Прошло время. Все мы в Москве часто слушали из-за кордона знакомый Толин голос с радиостанции «Свобода». Его взяли туда на работу. Жизнь в СССР и нашу власть Толя не жаловал. Честил как мог, и в хвост и в гриву. Нелицеприятно. Отрабатывал зарплату в твёрдой валюте.

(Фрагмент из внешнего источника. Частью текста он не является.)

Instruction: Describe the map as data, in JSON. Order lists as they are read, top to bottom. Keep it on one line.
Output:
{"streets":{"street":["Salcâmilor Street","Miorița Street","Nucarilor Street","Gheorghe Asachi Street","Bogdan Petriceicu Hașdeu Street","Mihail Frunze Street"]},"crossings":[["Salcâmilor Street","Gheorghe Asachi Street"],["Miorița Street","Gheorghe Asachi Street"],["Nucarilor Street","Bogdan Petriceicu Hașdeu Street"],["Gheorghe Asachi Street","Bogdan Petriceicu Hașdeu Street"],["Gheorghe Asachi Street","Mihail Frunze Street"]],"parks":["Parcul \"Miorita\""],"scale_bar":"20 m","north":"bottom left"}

В Париже Гладилин позвонил нам в гостиницу (что была возле вокзала Сен-Лазар) почти ночью. Сказал, что, прочитав в советском посольстве список приехавшей группы, обрадовался, увидав нашу фамилию. И просил прямо сейчас же с ним встретиться. Будет с женой ждать нас на площади у храма Мадлен, в белой машинке «пежо». Встанет в тени. Только чтоб мы не привели за собой из нашей московской группы «хвост». И мы с Юрой, всё взвесив, всё же пошли, улизнув-таки от «хвоста», что сидел в холле с другими людьми из нашей группы… Много мы ездили с Гладилиными по ночному Парижу. Кстати, на удивление очень тёмному, мрачному (французы рано ложатся спать, рано встают на работу), лишь с двумя отдельными, сияющими электричеством для туристов кварталами Монпарнас и Монмартр с витринами ресторанов и клубов. «Посмотрите налево… Посмотрите направо… А это самый богатый квартал. Видите, там, наверху, в окнах всё сияет. И люстры… Это у них вечеринка…» (Тогда ещё слова «тусовка» не было.) Толя вёл «экскурсию» с такой гордостью, словно дарил нам своё собственное богатство. И торжественно, в качестве апофеоза сказал: «А сейчас я вас повезу в “Ротонду”. Хотите в “Ротонду”?» Ну кто ж от такого откажется! И вот мы вчетвером сидим за столиком в знаменитой «Ротонде» (кафе великих Флобера, Тургенева, Хемингуэя, Эренбурга), правда показавшейся мне в ту полночь пустой, темноватой и просто невзрачной. Чем тут могли восхищаться все великие и невеликие, уж и не знаю. Может, тогда я просто чего-то не поняла? Или дело в том, что именно они, такие великие, тут сидели? А теперь вот скромненько сидим мы?